Já para a deputada Gleisi Hoffmann (PR), presidente do PT, e o resultado “foi muito importante para corrigir parte dos abusos da Lava Jato”.

Força-tarefa. O procurador da República Carlos Fernando dos Santos Lima – decano da Lava Jato, que se aposentou em março – criticou o Supremo. “Impossível fazer Justiça quando supostos magistrados tiram da manga do colete nulidades absurdas para beneficiar poderosos”, disse Lima no Facebook.

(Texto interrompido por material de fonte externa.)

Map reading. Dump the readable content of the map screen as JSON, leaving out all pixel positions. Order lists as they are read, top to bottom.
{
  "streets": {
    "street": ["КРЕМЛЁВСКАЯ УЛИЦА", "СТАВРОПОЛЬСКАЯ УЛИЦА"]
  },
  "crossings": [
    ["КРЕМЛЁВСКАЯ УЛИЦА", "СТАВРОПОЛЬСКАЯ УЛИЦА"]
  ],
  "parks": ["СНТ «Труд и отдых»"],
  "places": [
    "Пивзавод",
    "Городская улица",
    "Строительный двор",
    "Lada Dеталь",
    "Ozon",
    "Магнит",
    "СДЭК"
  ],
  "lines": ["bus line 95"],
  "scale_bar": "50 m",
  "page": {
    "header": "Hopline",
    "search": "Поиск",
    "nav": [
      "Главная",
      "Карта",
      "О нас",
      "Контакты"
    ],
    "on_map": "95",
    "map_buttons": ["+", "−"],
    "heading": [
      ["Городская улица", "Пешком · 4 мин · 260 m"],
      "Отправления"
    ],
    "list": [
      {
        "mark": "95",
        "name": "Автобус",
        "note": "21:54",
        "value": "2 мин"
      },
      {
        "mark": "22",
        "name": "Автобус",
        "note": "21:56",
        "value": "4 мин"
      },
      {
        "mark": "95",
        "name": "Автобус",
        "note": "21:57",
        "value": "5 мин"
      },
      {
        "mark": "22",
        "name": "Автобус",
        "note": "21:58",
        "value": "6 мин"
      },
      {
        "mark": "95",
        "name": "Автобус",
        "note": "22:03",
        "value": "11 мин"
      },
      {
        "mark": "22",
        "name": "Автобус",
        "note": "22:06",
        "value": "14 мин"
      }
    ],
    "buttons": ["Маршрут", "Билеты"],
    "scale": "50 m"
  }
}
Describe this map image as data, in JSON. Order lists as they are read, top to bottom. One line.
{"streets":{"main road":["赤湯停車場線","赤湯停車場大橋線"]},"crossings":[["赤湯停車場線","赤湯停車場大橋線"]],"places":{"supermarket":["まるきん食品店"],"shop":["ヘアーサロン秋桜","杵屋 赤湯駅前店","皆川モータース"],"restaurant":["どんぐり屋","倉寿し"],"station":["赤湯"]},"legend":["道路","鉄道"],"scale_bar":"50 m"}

O presidente da Associação Nacional dos Procuradores da República, Fábio George Nóbrega, foi na mesma linha. “Vemos com muita preocupação a formação de maioria que se encaminha para anular um processo sem que tenha havido o descumprimento de qualquer norma legal. É muito importante que a tese, se confirmada, sirva para futuros casos, não prejudicando os processos já julgados.”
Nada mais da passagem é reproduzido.